He went on to discuss the way our brains operate on automatic "fight-or-flight/survive" mode. My stomach was growling v. loudly, and I was desperately trying to a) not get distracted, and b) not giggle like a third-grader. I glanced over at Dennis and I could tell he was struggling as well. I could hear his thoughts: "who is this fucking idiot??" He then started in on the psycho-babble about where our particular "locus of control" is located (mine, btw, is internal. No big surprise there.) Blah blah blah for another half-an-hour. We got up, paid the receptionist, and walked out the door towards the elevator.

"So, how did you think that went?", Dennis asked.

I replied, "Honestly, after he started chatting about how the brain keeps us alive, and how we get sad when bad things happen, all I could do was hear myself saying, 'well, DUH! Is this what we're paying him for? Come on - let's get on with it, mister. Tell me why I'm fucked up. Tell me how we're going to fix this mess we've gotten ourselves into'."
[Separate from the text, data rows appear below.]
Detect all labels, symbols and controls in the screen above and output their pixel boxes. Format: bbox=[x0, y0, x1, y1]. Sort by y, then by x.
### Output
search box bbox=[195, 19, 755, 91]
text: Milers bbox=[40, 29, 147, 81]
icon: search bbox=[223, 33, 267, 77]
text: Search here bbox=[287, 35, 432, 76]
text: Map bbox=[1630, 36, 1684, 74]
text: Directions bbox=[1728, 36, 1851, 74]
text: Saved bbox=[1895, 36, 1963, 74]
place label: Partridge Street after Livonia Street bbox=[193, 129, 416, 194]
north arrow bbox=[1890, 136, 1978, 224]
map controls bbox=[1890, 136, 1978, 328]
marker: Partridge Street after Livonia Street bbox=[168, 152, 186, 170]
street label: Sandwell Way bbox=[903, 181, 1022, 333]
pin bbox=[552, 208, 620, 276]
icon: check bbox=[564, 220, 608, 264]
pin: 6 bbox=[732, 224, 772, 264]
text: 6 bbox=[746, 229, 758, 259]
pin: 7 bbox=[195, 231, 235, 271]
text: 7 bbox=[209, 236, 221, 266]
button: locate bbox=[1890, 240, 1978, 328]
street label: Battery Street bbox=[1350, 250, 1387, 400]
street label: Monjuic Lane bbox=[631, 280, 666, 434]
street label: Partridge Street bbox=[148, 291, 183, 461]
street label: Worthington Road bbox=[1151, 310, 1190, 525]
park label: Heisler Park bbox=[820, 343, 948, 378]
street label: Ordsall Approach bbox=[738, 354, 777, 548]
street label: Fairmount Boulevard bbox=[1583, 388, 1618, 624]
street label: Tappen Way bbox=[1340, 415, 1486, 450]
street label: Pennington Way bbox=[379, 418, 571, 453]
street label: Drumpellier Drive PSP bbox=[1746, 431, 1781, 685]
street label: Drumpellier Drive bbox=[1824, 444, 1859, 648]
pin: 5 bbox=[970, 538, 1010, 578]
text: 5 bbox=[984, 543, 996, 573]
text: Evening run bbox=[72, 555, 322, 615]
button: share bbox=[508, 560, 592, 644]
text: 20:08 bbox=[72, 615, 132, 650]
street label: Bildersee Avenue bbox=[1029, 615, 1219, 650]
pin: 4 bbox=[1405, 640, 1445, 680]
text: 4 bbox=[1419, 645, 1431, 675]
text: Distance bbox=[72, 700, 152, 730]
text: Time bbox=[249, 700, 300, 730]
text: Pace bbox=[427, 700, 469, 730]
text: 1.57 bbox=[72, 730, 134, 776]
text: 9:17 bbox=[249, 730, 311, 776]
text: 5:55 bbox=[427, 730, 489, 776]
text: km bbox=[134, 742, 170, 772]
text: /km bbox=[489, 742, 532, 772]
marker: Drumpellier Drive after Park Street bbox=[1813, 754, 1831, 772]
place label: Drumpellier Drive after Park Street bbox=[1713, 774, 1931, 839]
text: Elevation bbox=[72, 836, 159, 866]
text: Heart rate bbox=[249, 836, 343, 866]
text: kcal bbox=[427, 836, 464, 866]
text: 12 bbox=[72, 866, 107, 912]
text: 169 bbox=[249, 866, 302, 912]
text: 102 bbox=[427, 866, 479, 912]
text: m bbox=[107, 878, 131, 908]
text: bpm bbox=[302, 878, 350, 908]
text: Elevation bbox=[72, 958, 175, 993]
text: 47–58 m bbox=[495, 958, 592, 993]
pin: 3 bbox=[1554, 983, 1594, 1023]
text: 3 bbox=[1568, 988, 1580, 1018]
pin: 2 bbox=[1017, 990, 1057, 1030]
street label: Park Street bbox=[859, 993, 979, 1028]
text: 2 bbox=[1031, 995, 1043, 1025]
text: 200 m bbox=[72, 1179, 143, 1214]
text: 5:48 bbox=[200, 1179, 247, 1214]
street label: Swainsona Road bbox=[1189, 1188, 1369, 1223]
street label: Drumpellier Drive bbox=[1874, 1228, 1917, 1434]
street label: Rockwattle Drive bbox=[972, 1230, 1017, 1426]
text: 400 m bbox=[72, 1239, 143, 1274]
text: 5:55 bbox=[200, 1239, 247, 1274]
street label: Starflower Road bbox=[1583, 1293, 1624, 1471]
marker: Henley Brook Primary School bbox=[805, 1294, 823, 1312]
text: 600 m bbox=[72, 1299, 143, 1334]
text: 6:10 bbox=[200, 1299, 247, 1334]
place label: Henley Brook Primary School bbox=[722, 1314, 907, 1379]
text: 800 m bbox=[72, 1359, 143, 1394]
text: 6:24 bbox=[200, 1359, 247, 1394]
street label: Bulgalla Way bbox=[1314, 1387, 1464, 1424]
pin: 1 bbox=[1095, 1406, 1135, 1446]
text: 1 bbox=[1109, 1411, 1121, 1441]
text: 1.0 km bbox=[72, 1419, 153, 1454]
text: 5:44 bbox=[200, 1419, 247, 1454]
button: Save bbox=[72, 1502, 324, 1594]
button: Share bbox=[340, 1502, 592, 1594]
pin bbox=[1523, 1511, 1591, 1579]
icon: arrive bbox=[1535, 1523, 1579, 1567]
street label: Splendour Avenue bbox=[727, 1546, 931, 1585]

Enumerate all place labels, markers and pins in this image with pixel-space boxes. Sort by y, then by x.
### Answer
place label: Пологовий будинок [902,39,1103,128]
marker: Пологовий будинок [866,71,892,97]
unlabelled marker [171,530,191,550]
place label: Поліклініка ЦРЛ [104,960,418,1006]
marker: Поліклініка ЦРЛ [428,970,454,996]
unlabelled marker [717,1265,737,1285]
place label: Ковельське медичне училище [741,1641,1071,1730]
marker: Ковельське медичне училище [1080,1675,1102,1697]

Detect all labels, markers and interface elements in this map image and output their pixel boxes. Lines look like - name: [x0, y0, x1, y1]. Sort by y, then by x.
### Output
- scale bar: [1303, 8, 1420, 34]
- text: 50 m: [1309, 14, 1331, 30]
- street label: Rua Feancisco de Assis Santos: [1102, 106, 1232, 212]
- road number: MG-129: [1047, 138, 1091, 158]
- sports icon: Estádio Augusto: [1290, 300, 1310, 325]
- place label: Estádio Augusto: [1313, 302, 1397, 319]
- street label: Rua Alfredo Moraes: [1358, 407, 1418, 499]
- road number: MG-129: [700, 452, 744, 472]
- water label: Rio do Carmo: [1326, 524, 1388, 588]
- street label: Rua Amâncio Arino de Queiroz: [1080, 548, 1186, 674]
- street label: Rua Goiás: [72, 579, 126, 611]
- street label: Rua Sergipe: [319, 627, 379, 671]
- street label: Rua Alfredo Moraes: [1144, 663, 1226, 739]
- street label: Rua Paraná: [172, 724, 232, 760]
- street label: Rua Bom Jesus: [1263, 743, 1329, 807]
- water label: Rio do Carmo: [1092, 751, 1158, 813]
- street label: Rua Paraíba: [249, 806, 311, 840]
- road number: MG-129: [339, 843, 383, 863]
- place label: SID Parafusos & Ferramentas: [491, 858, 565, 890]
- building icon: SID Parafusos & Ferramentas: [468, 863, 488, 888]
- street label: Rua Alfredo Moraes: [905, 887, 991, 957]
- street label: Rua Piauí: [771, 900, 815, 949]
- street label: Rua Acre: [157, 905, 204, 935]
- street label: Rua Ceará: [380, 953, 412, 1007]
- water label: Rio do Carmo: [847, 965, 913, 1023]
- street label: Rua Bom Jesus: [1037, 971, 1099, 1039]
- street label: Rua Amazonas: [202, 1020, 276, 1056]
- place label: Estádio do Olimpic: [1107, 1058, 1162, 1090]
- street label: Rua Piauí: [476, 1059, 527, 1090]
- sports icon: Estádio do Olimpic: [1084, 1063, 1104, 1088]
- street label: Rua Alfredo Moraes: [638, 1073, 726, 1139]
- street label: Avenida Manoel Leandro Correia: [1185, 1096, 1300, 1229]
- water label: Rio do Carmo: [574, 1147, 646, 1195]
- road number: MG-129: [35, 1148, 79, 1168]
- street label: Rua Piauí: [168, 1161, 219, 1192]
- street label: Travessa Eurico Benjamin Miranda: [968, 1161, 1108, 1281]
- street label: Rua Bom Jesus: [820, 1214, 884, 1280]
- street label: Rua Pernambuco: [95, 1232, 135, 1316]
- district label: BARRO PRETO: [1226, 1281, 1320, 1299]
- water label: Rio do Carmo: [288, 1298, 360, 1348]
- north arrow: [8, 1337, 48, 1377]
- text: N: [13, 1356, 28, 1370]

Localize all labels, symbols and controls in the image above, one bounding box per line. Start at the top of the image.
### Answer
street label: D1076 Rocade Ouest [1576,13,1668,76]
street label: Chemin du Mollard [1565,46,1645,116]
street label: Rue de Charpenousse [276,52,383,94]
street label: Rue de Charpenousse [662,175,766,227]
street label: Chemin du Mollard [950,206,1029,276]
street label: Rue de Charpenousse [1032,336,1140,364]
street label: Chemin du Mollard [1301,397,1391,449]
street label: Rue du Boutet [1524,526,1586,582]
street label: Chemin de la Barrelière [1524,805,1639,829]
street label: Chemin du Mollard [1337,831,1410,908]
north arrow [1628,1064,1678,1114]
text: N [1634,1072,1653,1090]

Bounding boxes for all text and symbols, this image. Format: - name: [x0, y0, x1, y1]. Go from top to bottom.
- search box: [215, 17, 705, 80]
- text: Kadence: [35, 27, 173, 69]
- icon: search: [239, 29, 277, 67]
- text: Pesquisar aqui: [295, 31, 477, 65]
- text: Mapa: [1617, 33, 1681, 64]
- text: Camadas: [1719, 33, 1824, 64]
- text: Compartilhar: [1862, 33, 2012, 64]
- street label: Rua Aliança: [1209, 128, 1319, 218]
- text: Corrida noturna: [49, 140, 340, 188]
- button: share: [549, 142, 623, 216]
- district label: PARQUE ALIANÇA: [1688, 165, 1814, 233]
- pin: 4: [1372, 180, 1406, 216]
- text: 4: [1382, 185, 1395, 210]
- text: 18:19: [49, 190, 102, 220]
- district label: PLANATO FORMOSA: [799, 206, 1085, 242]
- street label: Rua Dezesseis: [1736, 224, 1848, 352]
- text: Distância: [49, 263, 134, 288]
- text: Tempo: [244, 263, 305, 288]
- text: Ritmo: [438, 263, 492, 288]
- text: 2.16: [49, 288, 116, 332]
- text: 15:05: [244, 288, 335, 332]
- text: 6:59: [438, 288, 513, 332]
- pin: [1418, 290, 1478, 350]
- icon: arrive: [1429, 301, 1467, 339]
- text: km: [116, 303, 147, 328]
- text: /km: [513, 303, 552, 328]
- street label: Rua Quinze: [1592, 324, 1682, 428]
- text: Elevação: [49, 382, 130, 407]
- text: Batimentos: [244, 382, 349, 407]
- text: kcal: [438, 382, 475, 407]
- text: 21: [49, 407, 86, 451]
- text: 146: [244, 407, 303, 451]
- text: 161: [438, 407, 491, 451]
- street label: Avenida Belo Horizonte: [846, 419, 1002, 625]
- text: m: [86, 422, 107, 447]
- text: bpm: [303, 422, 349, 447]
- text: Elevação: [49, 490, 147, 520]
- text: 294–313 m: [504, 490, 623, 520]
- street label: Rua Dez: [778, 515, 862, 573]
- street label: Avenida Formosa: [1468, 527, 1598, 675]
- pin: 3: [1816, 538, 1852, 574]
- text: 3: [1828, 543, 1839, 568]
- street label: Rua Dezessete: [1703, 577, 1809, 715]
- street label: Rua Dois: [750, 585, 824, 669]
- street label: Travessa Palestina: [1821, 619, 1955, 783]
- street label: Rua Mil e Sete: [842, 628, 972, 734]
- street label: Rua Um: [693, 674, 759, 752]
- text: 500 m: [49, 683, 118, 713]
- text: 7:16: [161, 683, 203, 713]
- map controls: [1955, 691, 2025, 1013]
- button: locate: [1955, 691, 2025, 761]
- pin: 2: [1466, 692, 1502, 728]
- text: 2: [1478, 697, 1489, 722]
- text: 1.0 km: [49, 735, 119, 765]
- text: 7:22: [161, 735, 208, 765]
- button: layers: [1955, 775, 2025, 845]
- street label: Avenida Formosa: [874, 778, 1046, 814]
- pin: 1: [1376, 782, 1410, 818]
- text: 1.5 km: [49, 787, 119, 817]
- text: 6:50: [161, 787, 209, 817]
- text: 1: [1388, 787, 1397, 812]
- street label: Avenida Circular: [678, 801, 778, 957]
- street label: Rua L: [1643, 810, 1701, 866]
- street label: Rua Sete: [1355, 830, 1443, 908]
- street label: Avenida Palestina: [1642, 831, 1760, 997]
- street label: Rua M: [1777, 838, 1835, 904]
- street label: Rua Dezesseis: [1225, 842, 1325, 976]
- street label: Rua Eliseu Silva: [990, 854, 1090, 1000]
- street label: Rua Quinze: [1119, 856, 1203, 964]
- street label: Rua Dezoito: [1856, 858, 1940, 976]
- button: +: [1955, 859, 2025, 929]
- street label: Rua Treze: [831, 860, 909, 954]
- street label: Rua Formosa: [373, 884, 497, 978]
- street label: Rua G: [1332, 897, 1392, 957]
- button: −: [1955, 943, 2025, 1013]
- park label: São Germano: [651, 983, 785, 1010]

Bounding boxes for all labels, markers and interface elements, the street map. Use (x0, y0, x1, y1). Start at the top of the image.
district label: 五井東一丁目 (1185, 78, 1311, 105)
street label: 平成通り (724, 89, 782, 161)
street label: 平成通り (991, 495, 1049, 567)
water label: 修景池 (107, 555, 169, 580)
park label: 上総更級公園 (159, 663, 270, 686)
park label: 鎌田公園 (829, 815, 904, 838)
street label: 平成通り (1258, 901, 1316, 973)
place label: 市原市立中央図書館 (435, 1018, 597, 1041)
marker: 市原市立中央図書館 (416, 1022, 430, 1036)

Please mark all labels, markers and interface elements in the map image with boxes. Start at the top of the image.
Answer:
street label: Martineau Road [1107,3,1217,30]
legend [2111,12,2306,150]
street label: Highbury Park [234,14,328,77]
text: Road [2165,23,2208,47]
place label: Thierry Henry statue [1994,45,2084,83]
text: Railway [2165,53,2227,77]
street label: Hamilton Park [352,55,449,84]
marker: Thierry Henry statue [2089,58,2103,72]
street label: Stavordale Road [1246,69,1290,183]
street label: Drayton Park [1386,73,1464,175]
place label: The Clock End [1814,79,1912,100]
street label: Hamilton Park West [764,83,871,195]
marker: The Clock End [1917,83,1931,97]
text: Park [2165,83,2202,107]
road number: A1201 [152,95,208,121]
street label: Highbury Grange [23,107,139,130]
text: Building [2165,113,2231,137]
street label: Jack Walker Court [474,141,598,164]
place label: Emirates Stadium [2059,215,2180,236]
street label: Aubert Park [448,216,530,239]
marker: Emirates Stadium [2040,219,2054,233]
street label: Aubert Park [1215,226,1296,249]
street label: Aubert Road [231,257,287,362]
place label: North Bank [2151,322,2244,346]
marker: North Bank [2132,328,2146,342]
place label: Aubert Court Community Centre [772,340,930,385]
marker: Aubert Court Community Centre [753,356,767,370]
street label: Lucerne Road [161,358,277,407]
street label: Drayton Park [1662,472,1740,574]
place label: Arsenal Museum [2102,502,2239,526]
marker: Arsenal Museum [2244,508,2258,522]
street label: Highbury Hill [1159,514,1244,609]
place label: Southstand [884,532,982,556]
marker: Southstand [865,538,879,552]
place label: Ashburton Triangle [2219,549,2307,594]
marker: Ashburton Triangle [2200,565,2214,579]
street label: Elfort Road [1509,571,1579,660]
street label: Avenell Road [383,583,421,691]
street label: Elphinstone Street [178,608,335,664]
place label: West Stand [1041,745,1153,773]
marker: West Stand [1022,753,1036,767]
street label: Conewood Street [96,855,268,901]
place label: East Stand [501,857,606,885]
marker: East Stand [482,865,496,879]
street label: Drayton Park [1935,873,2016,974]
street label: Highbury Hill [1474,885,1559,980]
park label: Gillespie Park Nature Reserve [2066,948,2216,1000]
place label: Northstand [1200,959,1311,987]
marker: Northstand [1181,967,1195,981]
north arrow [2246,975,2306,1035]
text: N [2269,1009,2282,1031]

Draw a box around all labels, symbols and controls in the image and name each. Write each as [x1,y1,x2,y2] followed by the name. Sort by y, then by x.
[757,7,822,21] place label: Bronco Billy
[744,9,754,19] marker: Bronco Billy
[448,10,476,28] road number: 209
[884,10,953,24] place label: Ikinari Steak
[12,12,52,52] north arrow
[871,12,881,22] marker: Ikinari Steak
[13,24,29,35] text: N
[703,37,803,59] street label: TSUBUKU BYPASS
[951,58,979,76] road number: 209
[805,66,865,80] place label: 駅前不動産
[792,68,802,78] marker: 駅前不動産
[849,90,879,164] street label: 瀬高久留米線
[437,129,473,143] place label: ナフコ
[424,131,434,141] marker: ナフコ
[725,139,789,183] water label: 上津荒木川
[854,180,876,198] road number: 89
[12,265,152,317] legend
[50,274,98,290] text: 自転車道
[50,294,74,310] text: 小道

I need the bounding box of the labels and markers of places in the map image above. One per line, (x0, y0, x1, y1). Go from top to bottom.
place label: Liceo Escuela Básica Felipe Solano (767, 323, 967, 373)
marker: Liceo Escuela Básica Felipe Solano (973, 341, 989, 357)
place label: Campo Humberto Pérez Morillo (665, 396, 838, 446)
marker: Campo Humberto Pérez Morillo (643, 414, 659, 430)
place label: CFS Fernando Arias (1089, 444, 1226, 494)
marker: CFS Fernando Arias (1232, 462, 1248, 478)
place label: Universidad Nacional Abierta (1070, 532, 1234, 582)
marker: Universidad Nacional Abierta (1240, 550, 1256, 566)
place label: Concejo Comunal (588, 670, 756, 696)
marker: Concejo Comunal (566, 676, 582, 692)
Dennis said he wanted to tell the guy the reason he was eyeing his diplomas was that he was trying to discern what yahoo-school had given him a Pysch degree.

Long-story-short (and maddeningly vague) ~ we're now going with a no-nonsense, action-oriented woman my hair colorist has recommended. (Hairstylists and bartenders get all the good skinny.)

Today I'm a lucky woman with plans for the weekend (touring some wineries), and a new set of [v. cherry] wheels:

I like long drives on the beach, Frank Sinatra, and sipping wine by the fire.


~ chanson du jour ~ The Ballad of the Snow Leopard and the Tanqueray Cowboy


Men have lied
Many good girls have gone astray
Just to hear the gypsy play
One more lilting cowboy tune...


*sigh* If only I were five years younger... (O.K. - maybe seven years. Oh, shut up.)

Feb 14, 2003

I know this looks like shit. It'll get better.

~ chanson du jour ~ blue eyes

Feb 13, 2003

not ready yet



...this is an old soul in
a new body -- wary, wise to her own long past, on to the
wiles of the world, and having miles to go before she
sleeps.

--Sarah Ban Breathnach

Shabby is probably the nicest word I could come up with to describe the sorry state of life in our house/my house. For now I've got simple goals. One - to lead a life that's none too shabby. At this point I'm exhausted. Mentally and physically drained. Needless to say a blog is the last place I need to spend precious energy or time in, but I recognize my need to create. My need to confess. My need to own up to wrongs. In the future I'll get the icky stuff out of the way first. I'll set the record straight so that I can rebuild. Clean house, so-to-speak. Of course I'll do this with care, and an appropriate amount of discretion. That's one of the reasons I locked the doors on the old house. It was filled with misconception, self-importance, pain, and chaos. Shabby.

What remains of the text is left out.